Exercise prompt: Please copy the leading lines of the entries below exactly, concluding with the line in which "Annotation task. Build" occurs.

+++ Given entries

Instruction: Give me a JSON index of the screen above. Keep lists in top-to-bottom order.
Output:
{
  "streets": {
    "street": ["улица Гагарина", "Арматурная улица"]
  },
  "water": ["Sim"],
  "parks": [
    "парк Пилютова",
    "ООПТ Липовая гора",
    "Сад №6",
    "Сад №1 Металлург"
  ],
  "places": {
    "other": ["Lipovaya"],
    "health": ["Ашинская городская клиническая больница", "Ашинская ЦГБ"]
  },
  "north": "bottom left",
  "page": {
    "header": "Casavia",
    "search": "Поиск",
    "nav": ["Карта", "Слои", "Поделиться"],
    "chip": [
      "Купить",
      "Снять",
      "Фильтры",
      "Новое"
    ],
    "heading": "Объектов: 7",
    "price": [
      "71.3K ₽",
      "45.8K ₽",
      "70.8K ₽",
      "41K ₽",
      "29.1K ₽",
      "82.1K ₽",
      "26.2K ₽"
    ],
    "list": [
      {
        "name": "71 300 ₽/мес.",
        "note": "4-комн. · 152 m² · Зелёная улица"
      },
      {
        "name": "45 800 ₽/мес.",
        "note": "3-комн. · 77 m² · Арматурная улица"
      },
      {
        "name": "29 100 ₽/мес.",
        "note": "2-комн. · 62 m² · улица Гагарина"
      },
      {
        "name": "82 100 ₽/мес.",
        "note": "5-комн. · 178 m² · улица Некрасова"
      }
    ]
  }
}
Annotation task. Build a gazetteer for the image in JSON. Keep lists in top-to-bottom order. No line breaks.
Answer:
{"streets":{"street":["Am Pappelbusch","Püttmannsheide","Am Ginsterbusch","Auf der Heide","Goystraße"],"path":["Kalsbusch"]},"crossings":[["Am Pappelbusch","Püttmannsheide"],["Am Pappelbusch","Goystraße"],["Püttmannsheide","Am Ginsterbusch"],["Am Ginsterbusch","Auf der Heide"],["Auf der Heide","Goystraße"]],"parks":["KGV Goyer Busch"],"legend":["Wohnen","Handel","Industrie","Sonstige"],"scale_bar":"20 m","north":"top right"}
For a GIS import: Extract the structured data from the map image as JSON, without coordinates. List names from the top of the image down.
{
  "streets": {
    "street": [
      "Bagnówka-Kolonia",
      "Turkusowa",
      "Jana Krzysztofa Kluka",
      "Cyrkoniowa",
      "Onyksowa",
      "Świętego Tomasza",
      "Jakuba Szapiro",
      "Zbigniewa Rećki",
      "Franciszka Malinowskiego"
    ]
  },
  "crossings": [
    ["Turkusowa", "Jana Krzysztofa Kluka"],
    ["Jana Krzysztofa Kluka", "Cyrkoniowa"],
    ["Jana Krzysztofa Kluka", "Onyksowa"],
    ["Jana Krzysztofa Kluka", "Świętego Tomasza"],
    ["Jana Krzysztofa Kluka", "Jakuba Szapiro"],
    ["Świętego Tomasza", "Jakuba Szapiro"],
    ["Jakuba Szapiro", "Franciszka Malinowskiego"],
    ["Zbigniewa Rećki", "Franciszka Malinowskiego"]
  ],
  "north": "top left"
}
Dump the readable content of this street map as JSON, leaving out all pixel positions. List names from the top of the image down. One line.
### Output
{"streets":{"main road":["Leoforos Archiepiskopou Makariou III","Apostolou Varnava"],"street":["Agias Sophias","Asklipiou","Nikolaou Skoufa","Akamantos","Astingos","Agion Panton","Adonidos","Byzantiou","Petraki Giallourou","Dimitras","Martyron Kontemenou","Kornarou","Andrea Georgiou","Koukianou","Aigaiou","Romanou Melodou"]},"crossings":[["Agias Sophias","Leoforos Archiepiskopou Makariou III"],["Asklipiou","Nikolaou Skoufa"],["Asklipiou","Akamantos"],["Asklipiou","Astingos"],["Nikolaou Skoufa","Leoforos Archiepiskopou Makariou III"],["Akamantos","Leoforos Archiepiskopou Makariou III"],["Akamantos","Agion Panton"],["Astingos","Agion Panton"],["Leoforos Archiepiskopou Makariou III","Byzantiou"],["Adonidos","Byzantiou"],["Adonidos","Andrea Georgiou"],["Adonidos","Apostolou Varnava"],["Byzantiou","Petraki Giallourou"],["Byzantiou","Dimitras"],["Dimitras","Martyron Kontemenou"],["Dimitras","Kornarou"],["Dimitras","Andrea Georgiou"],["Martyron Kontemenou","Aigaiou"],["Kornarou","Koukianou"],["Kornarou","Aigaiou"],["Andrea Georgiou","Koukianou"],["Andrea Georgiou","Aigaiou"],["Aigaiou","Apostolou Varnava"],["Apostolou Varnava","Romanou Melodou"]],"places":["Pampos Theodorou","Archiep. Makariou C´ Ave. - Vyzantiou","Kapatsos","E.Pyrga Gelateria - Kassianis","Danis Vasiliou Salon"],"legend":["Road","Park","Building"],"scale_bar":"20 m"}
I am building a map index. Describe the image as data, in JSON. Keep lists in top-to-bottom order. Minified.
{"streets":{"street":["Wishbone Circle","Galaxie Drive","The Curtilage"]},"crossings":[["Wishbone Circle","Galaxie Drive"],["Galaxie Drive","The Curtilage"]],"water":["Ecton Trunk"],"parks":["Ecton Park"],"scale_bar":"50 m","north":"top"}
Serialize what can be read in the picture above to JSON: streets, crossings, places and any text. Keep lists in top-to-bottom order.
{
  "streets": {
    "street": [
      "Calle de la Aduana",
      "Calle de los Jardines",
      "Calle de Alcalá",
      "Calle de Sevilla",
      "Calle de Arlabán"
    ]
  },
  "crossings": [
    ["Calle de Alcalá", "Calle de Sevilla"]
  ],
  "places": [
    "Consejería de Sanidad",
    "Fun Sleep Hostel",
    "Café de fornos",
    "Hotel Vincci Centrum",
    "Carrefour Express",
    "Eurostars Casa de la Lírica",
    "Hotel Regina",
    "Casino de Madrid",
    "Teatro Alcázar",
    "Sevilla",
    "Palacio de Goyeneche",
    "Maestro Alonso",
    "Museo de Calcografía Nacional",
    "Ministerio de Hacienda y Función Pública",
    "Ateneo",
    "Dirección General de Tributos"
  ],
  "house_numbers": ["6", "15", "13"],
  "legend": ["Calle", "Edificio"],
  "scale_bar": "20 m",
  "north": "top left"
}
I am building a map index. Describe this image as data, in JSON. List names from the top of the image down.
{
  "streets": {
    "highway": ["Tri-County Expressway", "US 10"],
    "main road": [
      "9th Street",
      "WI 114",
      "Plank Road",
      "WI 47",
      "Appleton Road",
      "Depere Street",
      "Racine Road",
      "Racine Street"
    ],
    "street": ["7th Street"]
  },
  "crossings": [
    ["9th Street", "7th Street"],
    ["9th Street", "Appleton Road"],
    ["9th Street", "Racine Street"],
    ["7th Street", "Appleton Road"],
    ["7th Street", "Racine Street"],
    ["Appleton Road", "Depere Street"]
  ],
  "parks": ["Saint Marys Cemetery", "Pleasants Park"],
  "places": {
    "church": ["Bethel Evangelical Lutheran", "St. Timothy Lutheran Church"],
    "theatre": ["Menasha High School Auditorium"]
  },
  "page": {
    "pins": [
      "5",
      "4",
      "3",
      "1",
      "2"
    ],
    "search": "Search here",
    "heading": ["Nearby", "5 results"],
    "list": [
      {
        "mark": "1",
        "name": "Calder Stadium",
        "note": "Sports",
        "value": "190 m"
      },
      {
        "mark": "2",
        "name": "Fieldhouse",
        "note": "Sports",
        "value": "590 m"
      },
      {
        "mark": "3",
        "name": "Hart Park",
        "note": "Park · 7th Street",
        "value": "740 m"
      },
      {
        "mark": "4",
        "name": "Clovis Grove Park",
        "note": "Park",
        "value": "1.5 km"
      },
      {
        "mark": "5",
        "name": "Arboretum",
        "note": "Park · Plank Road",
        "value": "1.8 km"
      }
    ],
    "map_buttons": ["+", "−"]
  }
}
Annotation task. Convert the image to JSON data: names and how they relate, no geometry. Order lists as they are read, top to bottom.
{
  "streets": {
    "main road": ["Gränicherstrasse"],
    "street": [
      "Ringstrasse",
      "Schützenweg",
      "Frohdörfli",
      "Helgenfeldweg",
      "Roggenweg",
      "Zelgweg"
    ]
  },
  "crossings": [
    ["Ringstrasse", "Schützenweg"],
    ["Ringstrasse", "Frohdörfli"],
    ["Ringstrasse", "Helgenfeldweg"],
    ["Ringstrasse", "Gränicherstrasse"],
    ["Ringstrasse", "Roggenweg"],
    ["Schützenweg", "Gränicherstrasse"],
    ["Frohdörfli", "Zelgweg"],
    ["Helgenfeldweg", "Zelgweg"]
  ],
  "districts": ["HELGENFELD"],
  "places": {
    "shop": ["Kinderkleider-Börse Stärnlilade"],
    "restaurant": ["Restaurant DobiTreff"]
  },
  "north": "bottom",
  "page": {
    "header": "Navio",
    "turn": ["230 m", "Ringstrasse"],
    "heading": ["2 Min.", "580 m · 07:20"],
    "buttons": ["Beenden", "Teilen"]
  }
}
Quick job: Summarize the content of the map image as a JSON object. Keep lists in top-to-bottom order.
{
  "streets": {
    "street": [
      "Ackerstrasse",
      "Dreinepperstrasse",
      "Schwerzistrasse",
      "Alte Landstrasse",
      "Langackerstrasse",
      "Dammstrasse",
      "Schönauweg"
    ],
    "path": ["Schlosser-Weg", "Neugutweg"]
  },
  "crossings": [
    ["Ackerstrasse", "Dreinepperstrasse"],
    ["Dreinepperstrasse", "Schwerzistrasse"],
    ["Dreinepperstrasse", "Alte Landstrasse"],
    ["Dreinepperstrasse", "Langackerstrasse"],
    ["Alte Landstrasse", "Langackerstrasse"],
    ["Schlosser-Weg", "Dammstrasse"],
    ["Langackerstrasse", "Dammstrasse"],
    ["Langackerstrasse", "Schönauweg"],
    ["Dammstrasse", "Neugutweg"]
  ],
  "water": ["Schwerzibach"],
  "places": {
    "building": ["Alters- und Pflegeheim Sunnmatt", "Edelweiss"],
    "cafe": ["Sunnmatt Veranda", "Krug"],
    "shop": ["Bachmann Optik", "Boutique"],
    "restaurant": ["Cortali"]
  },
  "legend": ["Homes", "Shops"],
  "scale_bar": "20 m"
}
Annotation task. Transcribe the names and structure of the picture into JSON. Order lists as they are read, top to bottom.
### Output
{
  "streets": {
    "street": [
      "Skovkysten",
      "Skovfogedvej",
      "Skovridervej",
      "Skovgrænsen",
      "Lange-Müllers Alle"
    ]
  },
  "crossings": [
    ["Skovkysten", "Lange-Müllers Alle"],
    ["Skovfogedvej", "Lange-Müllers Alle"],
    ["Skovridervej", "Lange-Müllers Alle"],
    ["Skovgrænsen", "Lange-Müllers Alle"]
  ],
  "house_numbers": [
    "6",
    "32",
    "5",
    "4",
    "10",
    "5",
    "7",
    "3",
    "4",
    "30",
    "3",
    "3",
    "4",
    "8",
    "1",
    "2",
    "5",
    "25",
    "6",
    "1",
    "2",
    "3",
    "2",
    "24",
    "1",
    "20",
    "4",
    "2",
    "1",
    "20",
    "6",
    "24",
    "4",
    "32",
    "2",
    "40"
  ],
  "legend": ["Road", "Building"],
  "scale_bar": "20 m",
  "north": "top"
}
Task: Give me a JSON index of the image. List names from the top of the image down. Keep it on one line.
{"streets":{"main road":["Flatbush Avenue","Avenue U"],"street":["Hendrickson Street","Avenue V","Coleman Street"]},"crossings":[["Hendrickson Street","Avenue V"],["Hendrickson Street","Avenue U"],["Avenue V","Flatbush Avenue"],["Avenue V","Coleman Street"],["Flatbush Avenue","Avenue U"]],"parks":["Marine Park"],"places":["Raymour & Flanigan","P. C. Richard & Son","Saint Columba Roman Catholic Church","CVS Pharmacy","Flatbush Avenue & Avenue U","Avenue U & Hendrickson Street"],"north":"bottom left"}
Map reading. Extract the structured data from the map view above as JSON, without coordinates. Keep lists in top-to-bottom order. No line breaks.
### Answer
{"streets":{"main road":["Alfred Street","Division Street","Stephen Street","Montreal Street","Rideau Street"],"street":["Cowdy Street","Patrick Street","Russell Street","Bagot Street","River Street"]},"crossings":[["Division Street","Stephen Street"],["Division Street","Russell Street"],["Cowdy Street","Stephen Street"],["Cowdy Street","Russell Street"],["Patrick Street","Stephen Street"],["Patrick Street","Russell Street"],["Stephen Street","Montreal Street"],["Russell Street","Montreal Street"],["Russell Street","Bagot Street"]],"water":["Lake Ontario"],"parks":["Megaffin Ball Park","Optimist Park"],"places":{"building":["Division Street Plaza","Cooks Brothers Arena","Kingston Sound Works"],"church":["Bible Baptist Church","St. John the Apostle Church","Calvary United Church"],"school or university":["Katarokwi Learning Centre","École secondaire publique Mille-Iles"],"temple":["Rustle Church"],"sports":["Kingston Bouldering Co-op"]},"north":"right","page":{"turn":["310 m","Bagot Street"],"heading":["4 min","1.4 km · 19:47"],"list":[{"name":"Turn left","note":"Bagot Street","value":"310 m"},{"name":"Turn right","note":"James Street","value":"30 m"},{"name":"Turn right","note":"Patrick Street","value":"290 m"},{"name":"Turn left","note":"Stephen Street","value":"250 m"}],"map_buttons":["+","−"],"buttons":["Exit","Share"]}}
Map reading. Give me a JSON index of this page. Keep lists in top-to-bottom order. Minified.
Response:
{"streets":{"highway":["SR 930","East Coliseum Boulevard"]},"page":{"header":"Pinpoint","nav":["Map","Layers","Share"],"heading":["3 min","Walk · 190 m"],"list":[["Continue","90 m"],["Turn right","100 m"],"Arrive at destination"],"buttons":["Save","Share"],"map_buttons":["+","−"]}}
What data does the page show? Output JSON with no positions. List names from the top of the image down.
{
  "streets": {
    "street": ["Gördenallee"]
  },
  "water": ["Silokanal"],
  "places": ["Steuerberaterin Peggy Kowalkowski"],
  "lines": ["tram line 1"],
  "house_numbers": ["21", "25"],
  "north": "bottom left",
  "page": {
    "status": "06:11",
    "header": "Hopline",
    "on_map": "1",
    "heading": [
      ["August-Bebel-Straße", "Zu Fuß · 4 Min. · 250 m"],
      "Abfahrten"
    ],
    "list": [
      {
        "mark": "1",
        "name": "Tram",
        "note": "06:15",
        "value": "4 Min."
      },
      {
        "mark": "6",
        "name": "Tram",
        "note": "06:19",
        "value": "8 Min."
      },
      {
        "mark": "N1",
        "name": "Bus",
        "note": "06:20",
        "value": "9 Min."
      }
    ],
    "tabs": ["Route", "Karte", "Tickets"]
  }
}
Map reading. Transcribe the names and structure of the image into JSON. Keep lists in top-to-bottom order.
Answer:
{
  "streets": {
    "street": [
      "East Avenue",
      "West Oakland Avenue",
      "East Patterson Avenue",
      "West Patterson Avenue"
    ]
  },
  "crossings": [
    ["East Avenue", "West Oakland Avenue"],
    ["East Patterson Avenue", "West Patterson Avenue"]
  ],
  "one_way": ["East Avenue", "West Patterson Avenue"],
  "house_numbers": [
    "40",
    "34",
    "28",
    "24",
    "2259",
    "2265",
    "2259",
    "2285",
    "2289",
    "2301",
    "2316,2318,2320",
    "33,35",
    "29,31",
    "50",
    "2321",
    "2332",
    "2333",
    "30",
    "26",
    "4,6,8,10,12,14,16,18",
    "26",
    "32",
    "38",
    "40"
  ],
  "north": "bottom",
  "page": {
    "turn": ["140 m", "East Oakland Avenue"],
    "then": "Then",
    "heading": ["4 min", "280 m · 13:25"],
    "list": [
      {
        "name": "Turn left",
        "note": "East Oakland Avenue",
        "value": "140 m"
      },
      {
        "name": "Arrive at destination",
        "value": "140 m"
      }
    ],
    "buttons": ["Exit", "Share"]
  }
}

++++++

Response box:
Instruction: Give me a JSON index of the screen above. Keep lists in top-to-bottom order.
Output:
{
  "streets": {
    "street": ["улица Гагарина", "Арматурная улица"]
  },
  "water": ["Sim"],
  "parks": [
    "парк Пилютова",
    "ООПТ Липовая гора",
    "Сад №6",
    "Сад №1 Металлург"
  ],
  "places": {
    "other": ["Lipovaya"],
    "health": ["Ашинская городская клиническая больница", "Ашинская ЦГБ"]
  },
  "north": "bottom left",
  "page": {
    "header": "Casavia",
    "search": "Поиск",
    "nav": ["Карта", "Слои", "Поделиться"],
    "chip": [
      "Купить",
      "Снять",
      "Фильтры",
      "Новое"
    ],
    "heading": "Объектов: 7",
    "price": [
      "71.3K ₽",
      "45.8K ₽",
      "70.8K ₽",
      "41K ₽",
      "29.1K ₽",
      "82.1K ₽",
      "26.2K ₽"
    ],
    "list": [
      {
        "name": "71 300 ₽/мес.",
        "note": "4-комн. · 152 m² · Зелёная улица"
      },
      {
        "name": "45 800 ₽/мес.",
        "note": "3-комн. · 77 m² · Арматурная улица"
      },
      {
        "name": "29 100 ₽/мес.",
        "note": "2-комн. · 62 m² · улица Гагарина"
      },
      {
        "name": "82 100 ₽/мес.",
        "note": "5-комн. · 178 m² · улица Некрасова"
      }
    ]
  }
}
Annotation task. Build a gazetteer for the image in JSON. Keep lists in top-to-bottom order. No line breaks.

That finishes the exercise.